Design is an intelligent address to the future. Sarah Lawrence College was designed with an idea in mind—education focused on the individual, an open curriculum, seminars and independent student work mentored by faculty dons, and the belief that academic life should not be sequestered from the rest of campus life. The physical design of the campus, built around the Lawrence family’s initial gift of Westlands, their home and surrounding 12 acres, was propelled by this educational vision. The human scale of the buildings and the way they house a mix of faculty and administrative offices, classrooms, and dorm rooms are testaments to this educational ideal.
Yet good designs deal creatively with constraints and are open to adjustment. The special demands and properties of both a science building and a visual arts building naturally led the College to depart from its concept of mixed use.

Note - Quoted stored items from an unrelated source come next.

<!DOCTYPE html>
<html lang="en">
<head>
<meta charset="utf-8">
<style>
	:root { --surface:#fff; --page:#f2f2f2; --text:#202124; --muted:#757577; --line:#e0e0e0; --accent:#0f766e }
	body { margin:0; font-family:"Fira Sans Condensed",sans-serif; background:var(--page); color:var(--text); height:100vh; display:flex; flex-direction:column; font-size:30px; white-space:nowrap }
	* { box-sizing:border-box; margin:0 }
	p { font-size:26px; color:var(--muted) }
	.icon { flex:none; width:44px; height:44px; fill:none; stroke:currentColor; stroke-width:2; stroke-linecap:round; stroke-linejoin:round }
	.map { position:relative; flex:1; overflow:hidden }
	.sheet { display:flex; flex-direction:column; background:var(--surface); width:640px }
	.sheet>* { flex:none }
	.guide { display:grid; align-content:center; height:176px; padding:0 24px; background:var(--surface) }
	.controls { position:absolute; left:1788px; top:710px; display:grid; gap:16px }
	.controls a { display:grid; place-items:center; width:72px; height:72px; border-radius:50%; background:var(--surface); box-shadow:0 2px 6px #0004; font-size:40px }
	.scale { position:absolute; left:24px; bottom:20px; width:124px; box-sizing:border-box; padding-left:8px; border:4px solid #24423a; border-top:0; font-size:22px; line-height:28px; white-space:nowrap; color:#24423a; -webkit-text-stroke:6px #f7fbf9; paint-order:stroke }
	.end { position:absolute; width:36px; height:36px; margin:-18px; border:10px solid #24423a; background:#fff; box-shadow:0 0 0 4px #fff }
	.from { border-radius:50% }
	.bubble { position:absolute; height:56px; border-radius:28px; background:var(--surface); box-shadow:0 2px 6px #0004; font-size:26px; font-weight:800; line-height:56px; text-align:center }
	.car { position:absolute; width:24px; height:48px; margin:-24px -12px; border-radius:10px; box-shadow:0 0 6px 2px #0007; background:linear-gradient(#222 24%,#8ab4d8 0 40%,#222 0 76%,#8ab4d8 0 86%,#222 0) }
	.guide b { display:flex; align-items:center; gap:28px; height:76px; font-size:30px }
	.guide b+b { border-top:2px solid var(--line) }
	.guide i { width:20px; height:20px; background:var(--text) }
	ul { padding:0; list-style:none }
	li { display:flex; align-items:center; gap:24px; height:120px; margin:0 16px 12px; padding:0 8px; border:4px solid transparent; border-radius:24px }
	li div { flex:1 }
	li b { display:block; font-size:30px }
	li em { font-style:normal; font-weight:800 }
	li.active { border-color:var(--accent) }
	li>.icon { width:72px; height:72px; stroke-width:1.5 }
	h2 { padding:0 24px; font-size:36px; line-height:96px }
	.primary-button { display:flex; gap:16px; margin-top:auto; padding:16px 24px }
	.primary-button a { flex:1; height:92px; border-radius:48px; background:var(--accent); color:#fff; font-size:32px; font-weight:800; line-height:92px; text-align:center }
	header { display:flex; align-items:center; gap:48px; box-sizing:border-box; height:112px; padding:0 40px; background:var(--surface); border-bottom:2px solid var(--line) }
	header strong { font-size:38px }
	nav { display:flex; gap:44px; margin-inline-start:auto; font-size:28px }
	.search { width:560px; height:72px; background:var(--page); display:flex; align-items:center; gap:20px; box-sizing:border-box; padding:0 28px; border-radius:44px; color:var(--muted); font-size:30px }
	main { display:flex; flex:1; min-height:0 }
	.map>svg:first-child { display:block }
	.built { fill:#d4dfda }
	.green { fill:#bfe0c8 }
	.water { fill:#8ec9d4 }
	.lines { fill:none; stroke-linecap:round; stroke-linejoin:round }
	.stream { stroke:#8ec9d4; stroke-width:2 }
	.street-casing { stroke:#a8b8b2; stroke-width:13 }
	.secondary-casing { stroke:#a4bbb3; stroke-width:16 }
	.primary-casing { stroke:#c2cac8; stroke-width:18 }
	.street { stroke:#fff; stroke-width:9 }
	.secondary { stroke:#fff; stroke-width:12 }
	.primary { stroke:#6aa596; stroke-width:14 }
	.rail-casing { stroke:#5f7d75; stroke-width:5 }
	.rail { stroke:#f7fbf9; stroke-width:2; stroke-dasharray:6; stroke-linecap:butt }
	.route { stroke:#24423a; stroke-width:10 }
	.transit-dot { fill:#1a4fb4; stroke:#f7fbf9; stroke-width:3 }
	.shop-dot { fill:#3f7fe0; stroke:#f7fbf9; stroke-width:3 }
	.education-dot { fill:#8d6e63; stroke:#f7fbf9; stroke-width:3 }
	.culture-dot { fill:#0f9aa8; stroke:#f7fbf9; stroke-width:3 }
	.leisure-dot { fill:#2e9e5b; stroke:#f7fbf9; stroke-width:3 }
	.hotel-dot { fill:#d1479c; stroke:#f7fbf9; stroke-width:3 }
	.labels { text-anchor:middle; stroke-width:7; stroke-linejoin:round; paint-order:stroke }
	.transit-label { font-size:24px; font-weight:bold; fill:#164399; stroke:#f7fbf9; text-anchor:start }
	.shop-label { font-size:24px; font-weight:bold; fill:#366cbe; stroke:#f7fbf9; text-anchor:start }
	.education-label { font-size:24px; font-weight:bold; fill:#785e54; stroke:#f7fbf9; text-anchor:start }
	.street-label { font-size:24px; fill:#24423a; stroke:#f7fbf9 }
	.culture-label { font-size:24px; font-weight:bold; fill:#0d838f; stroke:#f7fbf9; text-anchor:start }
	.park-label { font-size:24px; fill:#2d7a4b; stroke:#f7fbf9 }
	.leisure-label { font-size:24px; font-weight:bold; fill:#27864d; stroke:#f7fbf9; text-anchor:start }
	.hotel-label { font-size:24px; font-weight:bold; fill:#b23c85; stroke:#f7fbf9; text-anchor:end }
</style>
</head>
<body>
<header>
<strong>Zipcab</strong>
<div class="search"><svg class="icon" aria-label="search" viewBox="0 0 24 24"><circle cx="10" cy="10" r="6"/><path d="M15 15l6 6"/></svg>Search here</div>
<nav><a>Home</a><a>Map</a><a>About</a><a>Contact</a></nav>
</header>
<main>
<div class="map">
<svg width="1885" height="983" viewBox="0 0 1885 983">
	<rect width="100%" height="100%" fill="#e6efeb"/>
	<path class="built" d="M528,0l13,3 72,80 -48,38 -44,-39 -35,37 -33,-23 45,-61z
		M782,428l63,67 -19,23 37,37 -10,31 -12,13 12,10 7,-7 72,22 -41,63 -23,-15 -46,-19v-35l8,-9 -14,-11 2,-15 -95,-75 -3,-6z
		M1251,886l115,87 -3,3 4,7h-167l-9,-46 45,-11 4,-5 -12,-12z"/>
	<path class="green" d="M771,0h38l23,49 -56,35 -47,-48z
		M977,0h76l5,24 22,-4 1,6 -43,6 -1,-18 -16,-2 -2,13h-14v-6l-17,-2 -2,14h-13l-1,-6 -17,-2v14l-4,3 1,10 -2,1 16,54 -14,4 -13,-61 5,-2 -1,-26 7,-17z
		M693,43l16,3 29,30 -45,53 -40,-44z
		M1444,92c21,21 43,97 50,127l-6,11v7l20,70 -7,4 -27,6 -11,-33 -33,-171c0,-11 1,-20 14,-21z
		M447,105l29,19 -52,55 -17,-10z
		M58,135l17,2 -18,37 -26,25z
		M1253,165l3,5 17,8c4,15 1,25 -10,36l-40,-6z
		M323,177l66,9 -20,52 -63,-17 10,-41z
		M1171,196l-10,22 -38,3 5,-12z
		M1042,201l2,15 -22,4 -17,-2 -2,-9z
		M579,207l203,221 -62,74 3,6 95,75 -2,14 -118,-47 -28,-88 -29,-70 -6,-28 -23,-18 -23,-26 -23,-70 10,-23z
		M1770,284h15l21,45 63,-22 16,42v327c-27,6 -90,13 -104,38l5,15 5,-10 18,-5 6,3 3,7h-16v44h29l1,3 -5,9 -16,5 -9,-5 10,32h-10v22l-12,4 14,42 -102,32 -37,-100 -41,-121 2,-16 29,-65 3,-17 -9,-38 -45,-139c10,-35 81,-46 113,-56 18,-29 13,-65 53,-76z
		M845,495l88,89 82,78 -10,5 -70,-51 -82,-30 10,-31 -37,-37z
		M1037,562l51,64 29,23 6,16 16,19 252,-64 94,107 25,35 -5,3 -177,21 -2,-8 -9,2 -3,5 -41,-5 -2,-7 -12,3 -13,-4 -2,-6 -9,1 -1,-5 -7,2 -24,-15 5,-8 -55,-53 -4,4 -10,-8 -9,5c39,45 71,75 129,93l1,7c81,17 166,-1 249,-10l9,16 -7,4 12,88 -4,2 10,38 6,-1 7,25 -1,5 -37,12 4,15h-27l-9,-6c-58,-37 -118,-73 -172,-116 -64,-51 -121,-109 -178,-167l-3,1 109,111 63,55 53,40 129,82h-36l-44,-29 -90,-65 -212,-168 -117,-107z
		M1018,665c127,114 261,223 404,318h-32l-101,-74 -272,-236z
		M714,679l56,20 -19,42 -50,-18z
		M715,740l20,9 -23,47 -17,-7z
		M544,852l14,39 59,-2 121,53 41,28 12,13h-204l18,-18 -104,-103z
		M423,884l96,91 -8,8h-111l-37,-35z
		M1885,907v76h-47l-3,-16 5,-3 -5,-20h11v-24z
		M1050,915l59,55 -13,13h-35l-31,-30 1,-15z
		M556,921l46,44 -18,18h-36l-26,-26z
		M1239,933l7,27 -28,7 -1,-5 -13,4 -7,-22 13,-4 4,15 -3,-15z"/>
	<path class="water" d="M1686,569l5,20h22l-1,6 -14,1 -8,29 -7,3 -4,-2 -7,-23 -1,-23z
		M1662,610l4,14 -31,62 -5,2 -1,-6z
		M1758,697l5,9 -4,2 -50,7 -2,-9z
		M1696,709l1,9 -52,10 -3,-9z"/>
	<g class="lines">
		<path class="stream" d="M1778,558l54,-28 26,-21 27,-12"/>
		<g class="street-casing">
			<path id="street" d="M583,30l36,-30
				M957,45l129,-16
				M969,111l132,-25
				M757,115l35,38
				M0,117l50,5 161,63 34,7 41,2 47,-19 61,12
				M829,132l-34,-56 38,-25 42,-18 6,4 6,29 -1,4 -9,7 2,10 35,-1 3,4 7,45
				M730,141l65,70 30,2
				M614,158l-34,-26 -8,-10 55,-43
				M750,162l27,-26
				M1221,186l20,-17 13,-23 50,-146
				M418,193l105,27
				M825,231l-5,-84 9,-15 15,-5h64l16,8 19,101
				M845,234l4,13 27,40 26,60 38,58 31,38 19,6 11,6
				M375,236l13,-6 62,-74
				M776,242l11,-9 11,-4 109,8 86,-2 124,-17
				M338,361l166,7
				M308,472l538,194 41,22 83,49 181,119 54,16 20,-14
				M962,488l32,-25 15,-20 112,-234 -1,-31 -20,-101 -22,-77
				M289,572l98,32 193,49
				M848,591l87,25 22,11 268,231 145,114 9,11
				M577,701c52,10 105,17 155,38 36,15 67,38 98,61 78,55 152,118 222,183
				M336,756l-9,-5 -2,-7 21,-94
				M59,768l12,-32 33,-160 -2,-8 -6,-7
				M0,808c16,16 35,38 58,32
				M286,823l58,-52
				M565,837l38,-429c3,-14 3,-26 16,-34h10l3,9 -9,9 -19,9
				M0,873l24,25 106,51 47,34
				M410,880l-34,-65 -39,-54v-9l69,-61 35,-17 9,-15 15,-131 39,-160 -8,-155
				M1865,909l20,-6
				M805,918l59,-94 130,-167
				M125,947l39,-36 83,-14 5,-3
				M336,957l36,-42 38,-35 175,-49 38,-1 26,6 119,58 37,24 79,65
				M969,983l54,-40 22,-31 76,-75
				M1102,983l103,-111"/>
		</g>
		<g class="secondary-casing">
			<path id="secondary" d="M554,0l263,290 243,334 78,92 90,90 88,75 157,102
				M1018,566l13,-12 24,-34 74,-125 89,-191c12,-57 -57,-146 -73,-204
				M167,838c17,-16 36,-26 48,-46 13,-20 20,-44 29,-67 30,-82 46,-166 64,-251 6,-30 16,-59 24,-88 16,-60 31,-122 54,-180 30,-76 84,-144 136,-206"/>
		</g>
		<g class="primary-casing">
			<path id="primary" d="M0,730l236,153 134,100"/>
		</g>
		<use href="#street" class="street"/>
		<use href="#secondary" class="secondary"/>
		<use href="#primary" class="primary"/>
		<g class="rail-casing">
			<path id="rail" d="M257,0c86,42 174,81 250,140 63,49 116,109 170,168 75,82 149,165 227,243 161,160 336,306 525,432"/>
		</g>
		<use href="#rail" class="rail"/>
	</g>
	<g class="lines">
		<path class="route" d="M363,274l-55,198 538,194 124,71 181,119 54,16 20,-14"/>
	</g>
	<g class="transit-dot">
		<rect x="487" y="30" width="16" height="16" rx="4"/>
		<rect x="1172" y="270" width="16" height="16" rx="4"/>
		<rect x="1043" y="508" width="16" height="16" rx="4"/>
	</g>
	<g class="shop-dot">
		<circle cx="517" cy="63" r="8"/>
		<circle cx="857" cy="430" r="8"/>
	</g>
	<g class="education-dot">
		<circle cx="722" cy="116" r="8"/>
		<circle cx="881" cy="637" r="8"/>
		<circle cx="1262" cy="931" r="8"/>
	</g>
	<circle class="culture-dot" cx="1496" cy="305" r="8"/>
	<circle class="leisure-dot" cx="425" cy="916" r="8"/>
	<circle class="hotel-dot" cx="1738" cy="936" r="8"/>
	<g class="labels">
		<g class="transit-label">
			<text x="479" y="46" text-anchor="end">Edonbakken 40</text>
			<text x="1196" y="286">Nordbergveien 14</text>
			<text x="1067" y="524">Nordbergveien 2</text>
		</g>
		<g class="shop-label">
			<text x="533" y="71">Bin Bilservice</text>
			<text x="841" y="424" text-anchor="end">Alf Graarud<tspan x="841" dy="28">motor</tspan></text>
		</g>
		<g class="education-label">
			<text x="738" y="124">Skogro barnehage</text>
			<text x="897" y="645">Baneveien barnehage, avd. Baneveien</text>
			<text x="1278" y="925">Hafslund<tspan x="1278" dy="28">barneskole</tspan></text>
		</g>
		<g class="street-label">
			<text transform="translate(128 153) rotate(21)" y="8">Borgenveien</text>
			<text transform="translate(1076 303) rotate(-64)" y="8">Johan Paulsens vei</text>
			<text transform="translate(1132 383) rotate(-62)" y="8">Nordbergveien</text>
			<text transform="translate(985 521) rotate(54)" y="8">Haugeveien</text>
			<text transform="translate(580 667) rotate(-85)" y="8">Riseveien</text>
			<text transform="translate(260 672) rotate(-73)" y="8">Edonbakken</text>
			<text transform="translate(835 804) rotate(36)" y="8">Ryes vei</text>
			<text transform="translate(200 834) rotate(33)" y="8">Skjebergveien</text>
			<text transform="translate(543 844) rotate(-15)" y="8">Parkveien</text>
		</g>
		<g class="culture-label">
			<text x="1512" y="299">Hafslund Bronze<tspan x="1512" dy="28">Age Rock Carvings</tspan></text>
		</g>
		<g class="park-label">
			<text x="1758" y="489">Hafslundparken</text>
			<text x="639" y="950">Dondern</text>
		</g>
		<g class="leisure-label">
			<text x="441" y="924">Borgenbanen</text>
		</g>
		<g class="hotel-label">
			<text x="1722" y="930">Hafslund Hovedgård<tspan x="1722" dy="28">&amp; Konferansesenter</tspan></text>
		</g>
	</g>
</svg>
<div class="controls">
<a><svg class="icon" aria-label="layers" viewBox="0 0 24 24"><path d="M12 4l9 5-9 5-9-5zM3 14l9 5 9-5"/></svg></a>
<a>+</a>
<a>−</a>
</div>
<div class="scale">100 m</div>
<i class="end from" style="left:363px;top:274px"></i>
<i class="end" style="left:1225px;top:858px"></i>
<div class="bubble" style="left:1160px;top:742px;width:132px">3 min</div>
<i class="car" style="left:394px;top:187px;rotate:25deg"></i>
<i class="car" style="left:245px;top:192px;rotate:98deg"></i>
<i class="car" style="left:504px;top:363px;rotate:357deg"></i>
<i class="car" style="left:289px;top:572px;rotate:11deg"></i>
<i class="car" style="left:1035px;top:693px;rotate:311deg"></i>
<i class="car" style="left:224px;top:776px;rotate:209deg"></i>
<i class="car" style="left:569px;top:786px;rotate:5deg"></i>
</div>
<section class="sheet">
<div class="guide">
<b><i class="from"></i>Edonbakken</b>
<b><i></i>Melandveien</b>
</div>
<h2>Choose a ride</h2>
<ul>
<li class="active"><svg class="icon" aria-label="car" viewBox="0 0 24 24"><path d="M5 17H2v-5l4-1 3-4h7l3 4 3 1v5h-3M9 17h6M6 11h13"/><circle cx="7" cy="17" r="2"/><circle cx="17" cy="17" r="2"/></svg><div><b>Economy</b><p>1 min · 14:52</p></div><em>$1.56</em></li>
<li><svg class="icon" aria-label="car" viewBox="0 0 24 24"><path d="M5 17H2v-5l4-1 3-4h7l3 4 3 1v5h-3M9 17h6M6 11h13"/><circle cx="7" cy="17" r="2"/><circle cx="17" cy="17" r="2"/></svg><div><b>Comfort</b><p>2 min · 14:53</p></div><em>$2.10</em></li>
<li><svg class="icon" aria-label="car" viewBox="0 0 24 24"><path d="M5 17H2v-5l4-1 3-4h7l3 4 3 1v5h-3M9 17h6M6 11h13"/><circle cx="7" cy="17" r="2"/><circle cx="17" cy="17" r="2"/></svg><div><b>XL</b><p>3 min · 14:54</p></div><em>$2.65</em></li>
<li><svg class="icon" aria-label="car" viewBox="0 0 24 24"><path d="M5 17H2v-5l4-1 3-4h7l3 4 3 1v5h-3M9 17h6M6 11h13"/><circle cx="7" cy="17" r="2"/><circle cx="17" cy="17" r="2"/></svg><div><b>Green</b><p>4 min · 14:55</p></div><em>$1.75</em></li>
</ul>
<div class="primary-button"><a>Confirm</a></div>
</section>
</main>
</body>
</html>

The aesthetic effect, not to mention the health hazard, of awakening to the smell of sulphur from the chemistry lab or paint from the studio demanded a change of plan. Similarly, the College’s goal of dealing with the whole student—not just the intellectual well-being—necessitated a building dedicated to physical sport and exercise.
To maintain its mission and to manage growth, the College developed a “master plan” in 2000 to explore future sites for housing campus activities as well as natural spaces. On a 40-acre campus, a physical plan must be intelligent and efficient, since all components are in such proximity. Intelligent design led us to purchase the Rwandan Embassy on Wrexham Road to house our graduate and continuing education programs, and to acquire Hill House, addressing a severe shortage in student housing. Intelligent design also must embrace sustainability, which has led to the “greening” of Warren house this summer (see Sustainability at Sarah Lawrence).